August 8, 2024

Menggabungkan Lima Surat Suara Pemilu Serentak

Menata ulang desain surat suara menjadi salah satu isu krusial yang perlu diperhatikan dalam penyelenggaraan Pemilu Serentak 2024 mendatang. Surat suara merupakan perangkat utama dalam pemilu yang berfungsi untuk menghubungkan pemilih dengan para wakilnya di partai politik.

The Electoral Knowledge Network atau ACE Project menjelaskan paling tidak terdapat dua dampak utama yang dihasilkan dari desain surat suara. Pertama, desain surat suara berdampak terhadap kemampuan serta kemudahan pemilih dalam memberikan suaranya kepada partai politik atau kandidat dengan cara yang benar atau sah. Kedua, desain surat suara berdampak terhadap akurasi dalam proses penghitungan suara. Untuk itu surat suara perlu di desain sebaik mungkin utamanya untuk memudahkan pemilih dalam memberikan suaranya.

Pertanyaannya, sejauh mana desain surat suara pemilu serentak di Indonesia mampu mempermudah pemilih dalam memberikan suaranya?
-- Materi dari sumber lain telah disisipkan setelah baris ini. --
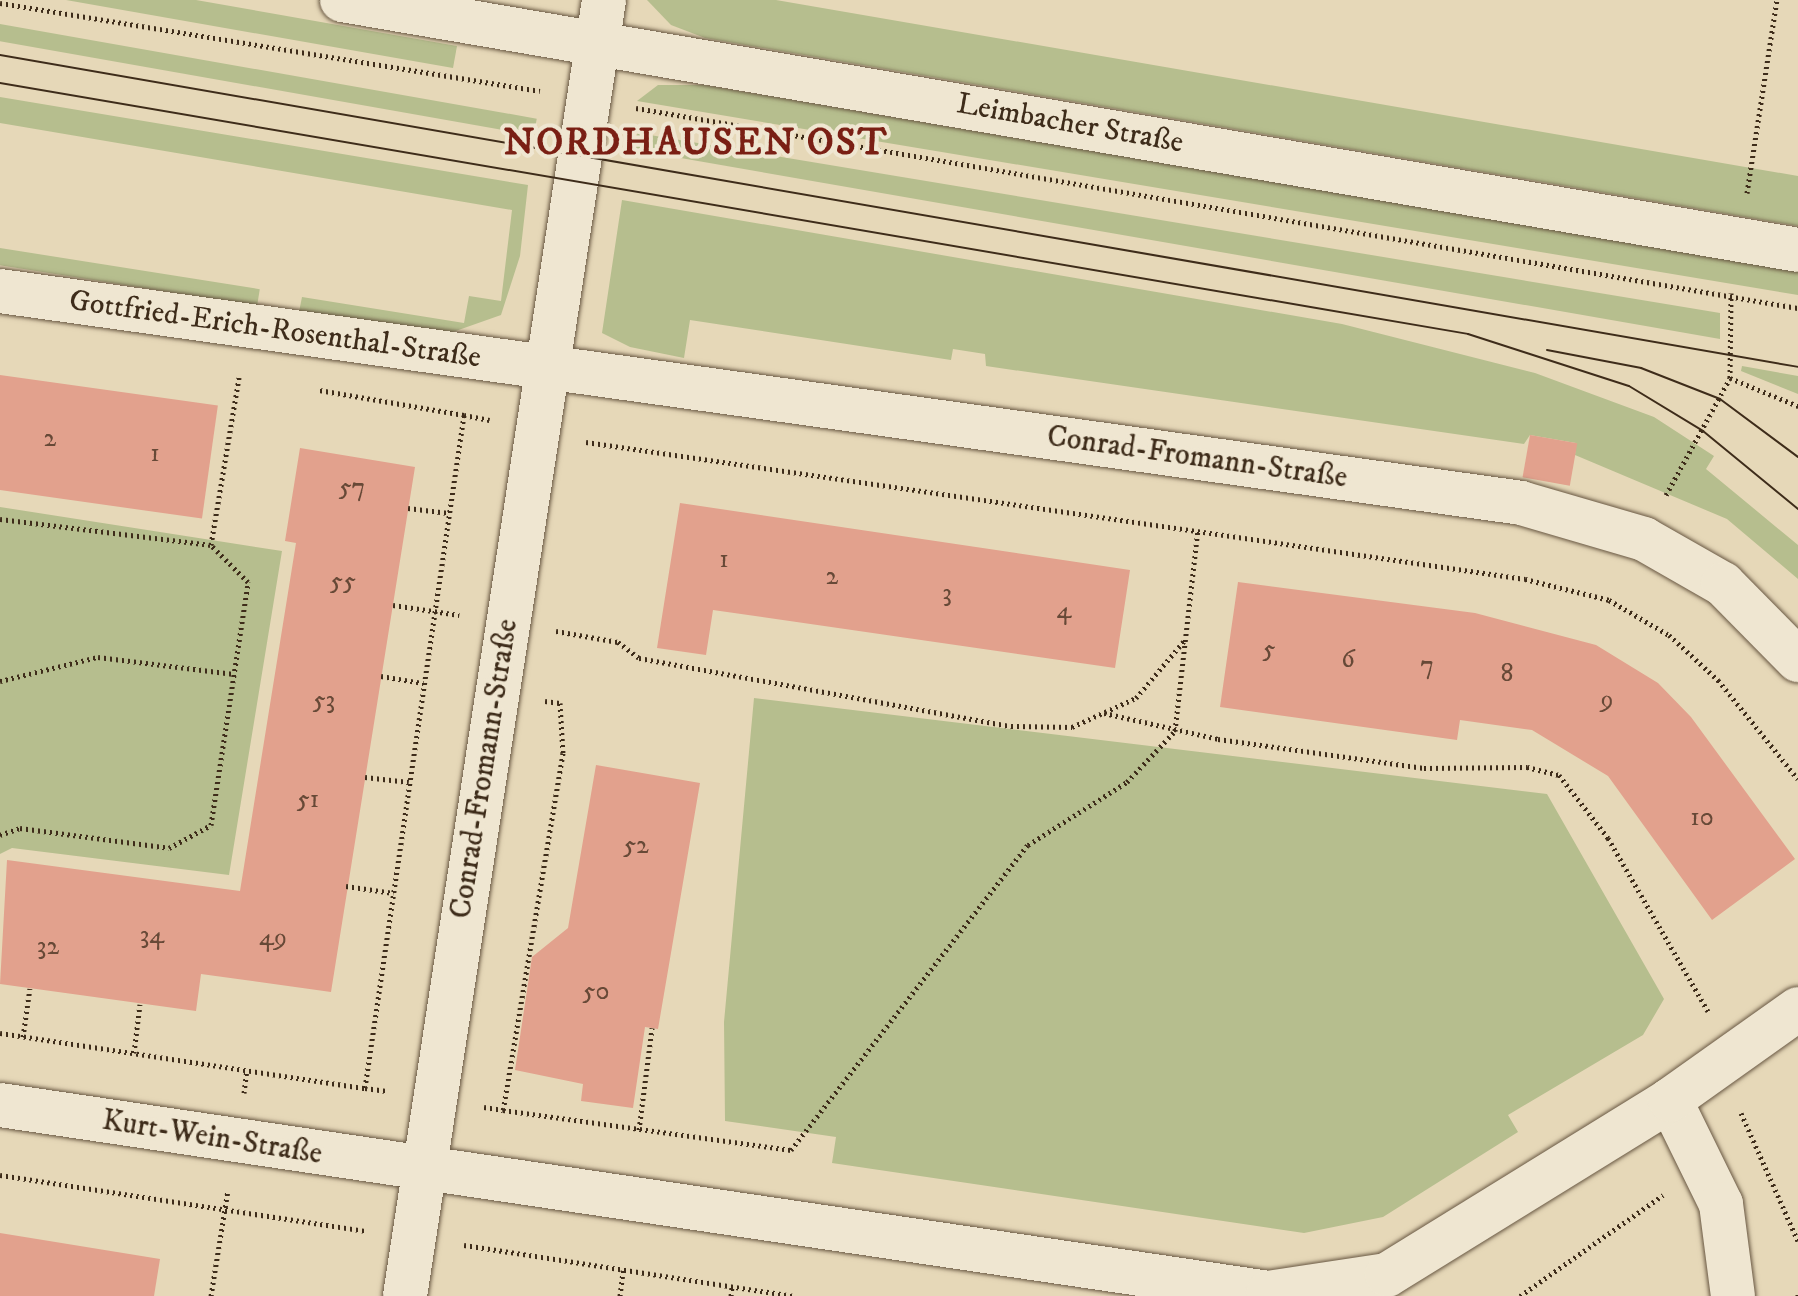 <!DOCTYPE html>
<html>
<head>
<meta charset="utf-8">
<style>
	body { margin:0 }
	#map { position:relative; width:1798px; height:1296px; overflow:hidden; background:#e6d8b8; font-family:"IM FELL DW Pica",serif }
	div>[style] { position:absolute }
	.green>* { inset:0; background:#b6be8e; transform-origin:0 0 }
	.building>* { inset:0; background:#e2a18d; transform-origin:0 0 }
	.path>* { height:5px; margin-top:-2.5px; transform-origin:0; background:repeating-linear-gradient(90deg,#3e2c1a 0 2px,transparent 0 6px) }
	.roads { filter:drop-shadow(0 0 2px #685742) drop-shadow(0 0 2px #685742) }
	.minor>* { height:44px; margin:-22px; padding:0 22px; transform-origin:22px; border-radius:22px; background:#efe6d1 }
	.tertiary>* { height:44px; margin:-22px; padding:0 22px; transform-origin:22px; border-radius:22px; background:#efe6d1 }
	.tram>* { height:2px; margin:-1px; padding:0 1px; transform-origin:1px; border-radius:1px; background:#3e2c1a }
	span { translate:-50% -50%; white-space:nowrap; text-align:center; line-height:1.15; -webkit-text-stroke:8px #efe6d1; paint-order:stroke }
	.number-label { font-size:26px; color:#674937 }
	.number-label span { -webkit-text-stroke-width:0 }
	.street-label { font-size:30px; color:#3e2c1a }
	.district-label { font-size:38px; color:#7a1f14; font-weight:700; letter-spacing:2px }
</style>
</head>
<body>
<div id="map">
	<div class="green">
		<div style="clip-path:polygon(66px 0,196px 0,457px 46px,453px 68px)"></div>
		<div style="clip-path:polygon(647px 0,776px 0,1798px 176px,1798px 226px,705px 38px,671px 25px)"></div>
		<div style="left:0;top:24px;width:545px;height:17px;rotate:10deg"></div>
		<div style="clip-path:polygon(658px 85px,704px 85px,1798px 271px,1798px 295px,637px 101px)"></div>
		<div style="clip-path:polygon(0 97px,528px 185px,520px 256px,501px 315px,450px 333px,299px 312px,302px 297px,464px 323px,469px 296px,501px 301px,512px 210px,0 123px)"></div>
		<div style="clip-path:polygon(638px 133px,1720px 313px,1720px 339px,629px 149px)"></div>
		<div style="clip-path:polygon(622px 200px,1342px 324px,1535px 373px,1654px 417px,1714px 456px,1706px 469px,1798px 545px,1798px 579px,1727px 519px,1575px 455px,1576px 443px,1530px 435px,1524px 444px,986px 366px,985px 354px,953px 349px,951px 360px,690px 320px,684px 358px,630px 347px,602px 333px)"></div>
		<div style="left:0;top:248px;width:263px;height:17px;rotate:9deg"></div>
		<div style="clip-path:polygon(1742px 366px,1798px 376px,1798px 394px,1741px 371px)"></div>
		<div style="clip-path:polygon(0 507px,282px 551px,229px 875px,12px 848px,0 854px)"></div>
		<div style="clip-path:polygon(754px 698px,1547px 794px,1664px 999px,1643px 1035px,1508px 1115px,1518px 1132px,1383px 1217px,1304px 1233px,832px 1163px,836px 1137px,725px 1121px,724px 1022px)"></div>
	</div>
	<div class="building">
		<div style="left:0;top:375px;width:220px;height:114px;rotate:8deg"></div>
		<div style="left:1530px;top:435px;width:48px;height:43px;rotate:10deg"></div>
		<div style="clip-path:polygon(300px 448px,415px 467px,331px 992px,201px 974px,196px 1011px,0 984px,7px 860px,240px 891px,296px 543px,285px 541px)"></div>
		<div style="clip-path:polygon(680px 503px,1130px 570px,1115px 668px,713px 610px,706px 655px,657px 648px)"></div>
		<div style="clip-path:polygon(1238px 582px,1475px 613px,1596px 645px,1658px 683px,1691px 717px,1795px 859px,1712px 920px,1608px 776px,1532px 730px,1460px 720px,1457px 740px,1220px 707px)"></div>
		<div style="clip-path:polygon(596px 765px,700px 783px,658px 1029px,645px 1027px,633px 1108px,581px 1101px,583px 1084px,515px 1070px,532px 957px,568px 928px)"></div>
		<div style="clip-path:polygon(0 1233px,160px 1259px,154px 1296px,0 1296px)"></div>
	</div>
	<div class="path">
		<div style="left:0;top:3px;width:547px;rotate:9.26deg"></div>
		<div style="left:636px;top:108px;width:1179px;rotate:9.77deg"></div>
		<div style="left:1747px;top:193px;width:195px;rotate:-81.2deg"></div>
		<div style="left:1730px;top:378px;width:74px;rotate:22.4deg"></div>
		<div style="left:464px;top:415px;width:26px;rotate:11deg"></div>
		<div style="left:586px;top:442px;width:949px;rotate:8.3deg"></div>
		<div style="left:1525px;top:579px;width:87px;rotate:14deg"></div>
		<div style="left:1609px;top:600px;width:69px;rotate:30.3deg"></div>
		<div style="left:1669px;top:635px;width:67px;rotate:42.6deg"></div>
		<div style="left:1718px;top:680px;width:127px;rotate:51.1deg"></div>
		<div style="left:1666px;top:495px;width:133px;rotate:-61.3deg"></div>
		<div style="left:1730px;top:378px;width:85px;rotate:-89.3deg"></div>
		<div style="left:408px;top:508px;width:39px;rotate:7deg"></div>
		<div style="left:0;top:519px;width:213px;rotate:7deg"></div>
		<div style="left:211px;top:545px;width:170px;rotate:-80.5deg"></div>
		<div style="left:393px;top:605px;width:67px;rotate:8.6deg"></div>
		<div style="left:556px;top:631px;width:63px;rotate:10.1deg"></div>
		<div style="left:618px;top:642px;width:26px;rotate:37deg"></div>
		<div style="left:639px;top:658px;width:378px;rotate:10.4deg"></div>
		<div style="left:1011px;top:726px;width:61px;rotate:0.9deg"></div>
		<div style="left:1072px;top:727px;width:70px;rotate:-24.4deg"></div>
		<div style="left:1136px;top:698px;width:75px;rotate:-49.9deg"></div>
		<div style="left:381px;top:676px;width:43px;rotate:9.5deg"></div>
		<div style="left:0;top:681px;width:101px;rotate:-13.8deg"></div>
		<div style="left:98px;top:657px;width:137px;rotate:7.1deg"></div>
		<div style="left:545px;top:701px;width:15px;rotate:8deg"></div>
		<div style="left:560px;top:703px;width:50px;rotate:86.6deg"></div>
		<div style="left:563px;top:753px;width:362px;rotate:99.5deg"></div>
		<div style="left:503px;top:1110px;width:291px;rotate:7.9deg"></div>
		<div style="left:791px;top:1150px;width:386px;rotate:-52.2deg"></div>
		<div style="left:1028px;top:845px;width:117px;rotate:-32.5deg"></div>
		<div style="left:1127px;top:782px;width:70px;rotate:-46.7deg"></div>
		<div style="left:1175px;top:731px;width:203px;rotate:-83.5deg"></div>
		<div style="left:1104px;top:713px;width:117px;rotate:12.8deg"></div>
		<div style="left:1218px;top:739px;width:208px;rotate:8deg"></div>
		<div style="left:1424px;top:768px;width:103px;rotate:-0.6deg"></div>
		<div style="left:1527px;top:767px;width:33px;rotate:14deg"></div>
		<div style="left:1559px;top:775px;width:80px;rotate:52.1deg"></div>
		<div style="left:1608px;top:838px;width:200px;rotate:60deg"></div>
		<div style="left:365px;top:777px;width:44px;rotate:6.5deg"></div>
		<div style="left:0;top:835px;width:21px;rotate:-19deg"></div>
		<div style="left:20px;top:828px;width:150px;rotate:7.6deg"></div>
		<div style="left:169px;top:848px;width:48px;rotate:-28.7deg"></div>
		<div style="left:211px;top:825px;width:246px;rotate:-81.3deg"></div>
		<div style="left:248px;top:582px;width:52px;rotate:-135deg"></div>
		<div style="left:346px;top:886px;width:48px;rotate:8.5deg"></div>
		<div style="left:0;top:1033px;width:369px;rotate:8.6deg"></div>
		<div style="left:365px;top:1088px;width:680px;rotate:-81.63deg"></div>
		<div style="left:464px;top:415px;width:147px;rotate:-170.2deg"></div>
		<div style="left:23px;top:1037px;width:49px;rotate:-81.9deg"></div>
		<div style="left:134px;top:1053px;width:49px;rotate:-83deg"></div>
		<div style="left:365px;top:1088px;width:22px;rotate:8deg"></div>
		<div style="left:244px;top:1093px;width:23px;rotate:-83deg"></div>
		<div style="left:484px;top:1107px;width:19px;rotate:9deg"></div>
		<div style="left:1741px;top:1113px;width:140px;rotate:66deg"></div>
		<div style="left:639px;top:1130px;width:103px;rotate:-82.7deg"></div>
		<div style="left:0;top:1175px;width:371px;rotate:8.7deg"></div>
		<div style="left:464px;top:1245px;width:335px;rotate:8.8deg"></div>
		<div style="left:211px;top:1296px;width:107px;rotate:-80.9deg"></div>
		<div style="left:620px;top:1296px;width:26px;rotate:-83deg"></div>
		<div style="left:731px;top:1296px;width:9px;rotate:-84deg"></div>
		<div style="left:1520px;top:1296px;width:175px;rotate:-35.2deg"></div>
		<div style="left:1798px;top:1296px;width:3px;rotate:-90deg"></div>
	</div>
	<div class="roads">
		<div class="minor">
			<div style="left:0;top:291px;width:1536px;rotate:7.93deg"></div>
			<div style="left:1521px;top:503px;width:128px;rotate:16.3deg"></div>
			<div style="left:1644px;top:539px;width:91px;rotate:29.7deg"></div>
			<div style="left:1723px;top:584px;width:107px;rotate:45.4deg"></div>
			<div style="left:1670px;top:1100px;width:116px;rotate:63.9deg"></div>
			<div style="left:1721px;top:1204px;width:93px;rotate:82.6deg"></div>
			<div style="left:0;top:1105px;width:1282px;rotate:8.43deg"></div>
			<div style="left:1268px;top:1293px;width:120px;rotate:-8.6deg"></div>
			<div style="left:1387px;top:1275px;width:333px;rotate:-31.7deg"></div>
			<div style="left:1670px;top:1100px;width:157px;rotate:-35.4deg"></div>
			<div style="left:405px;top:1296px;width:1311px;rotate:-81.27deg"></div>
		</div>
		<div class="tertiary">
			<div style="left:342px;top:0;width:1477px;rotate:9.74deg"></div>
		</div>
	</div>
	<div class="tram">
		<div style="left:0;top:55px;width:1825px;rotate:9.84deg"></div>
		<div style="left:0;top:83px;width:1489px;rotate:9.7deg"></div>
		<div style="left:1468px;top:334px;width:169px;rotate:17.9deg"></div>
		<div style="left:1629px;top:386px;width:87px;rotate:31.3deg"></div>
		<div style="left:1703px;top:431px;width:123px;rotate:39.4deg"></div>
		<div style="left:1547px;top:350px;width:96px;rotate:10.8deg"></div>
		<div style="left:1641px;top:368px;width:85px;rotate:21.4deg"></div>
		<div style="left:1720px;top:399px;width:97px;rotate:36.6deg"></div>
	</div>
	<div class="number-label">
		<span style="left:50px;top:439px">2</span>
		<span style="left:155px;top:454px">1</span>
		<span style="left:352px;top:488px">57</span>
		<span style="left:724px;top:560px">1</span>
		<span style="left:832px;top:577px">2</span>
		<span style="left:343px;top:582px">55</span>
		<span style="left:947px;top:594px">3</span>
		<span style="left:1064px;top:611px">4</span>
		<span style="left:1269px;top:650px">5</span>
		<span style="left:1348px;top:660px">6</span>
		<span style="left:1427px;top:666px">7</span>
		<span style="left:1507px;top:674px">8</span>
		<span style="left:1607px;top:700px">9</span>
		<span style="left:324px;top:701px">53</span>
		<span style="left:308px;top:800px">51</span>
		<span style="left:1702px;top:818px">10</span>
		<span style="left:636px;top:846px">52</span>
		<span style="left:152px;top:936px">34</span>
		<span style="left:273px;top:938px">49</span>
		<span style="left:48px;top:947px">32</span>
		<span style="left:596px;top:992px">50</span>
	</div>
	<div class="street-label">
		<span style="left:1070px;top:124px;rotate:10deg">Leimbacher Straße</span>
		<span style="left:275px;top:330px;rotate:8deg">Gottfried-Erich-Rosenthal-Straße</span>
		<span style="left:1197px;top:458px;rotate:8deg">Conrad-Fromann-Straße</span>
		<span style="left:485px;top:769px;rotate:-81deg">Conrad-Fromann-Straße</span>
		<span style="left:212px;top:1138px;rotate:9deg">Kurt-Wein-Straße</span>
	</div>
	<div class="district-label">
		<span style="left:696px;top:144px">NORDHAUSEN OST</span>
	</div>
</div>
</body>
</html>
Faktor Mengubah Desain Surat Suara

Kemudahan pemilih dalam memberikan surat suara memang menjadi aspek utama yang perlu dipertimbangkan dalam mendesian surat suara. Namun, secara universal paling tidak terdapat dua faktor utama yang menyebabkan perlunya perubahan desain surat suara.

Pertama, perubahan desain sistem pemilu yang diterapkan suatu negara. Perubahan sistem pemilu proporsional daftar tertutup ke daftar terbuka misalnya berdampak pada perubahan desain surat suara. Sistem pemilu proporsional daftar tertutup hanya menyediakan logo/simbol partai politik dalam surat suara karena basis penentuan calon terpilih ditentukan oleh partai politik atau berdasarkan nomor urut. Sedangkan proporsional daftar terbuka dengan mekanisme penentuan calon terpilih berdasarkan suara terbanyak yang diperoleh calon, mengharuskan surat suara untuk mencantumkan nama kandidat untuk ditandai oleh pemilih.

Perubahan sistem proporsional tertutup ke terbuka pernah terjadi di Indonesia. Sebelumnya sejak Pemilu 1955 hingga Pemilu 1999, Indonesia menerapkan sistem proporsional tertutup yang hanya mencantumkan logo partai politik dalam surat suara. Namun di Pemilu 2004 undang-undang pemilu yang ada mulai mengatur ketentuan pencantuman daftar nama calon anggota legislatif dan menjelang Pemilu 2009 keluar putusan Mahkamah Konstitusi yang memurnikan penerapan sistem proporsional terbuka yang mengharuskan basis penentuan calon terpilih berdasarkan suara terbanyak yang diperoleh calon.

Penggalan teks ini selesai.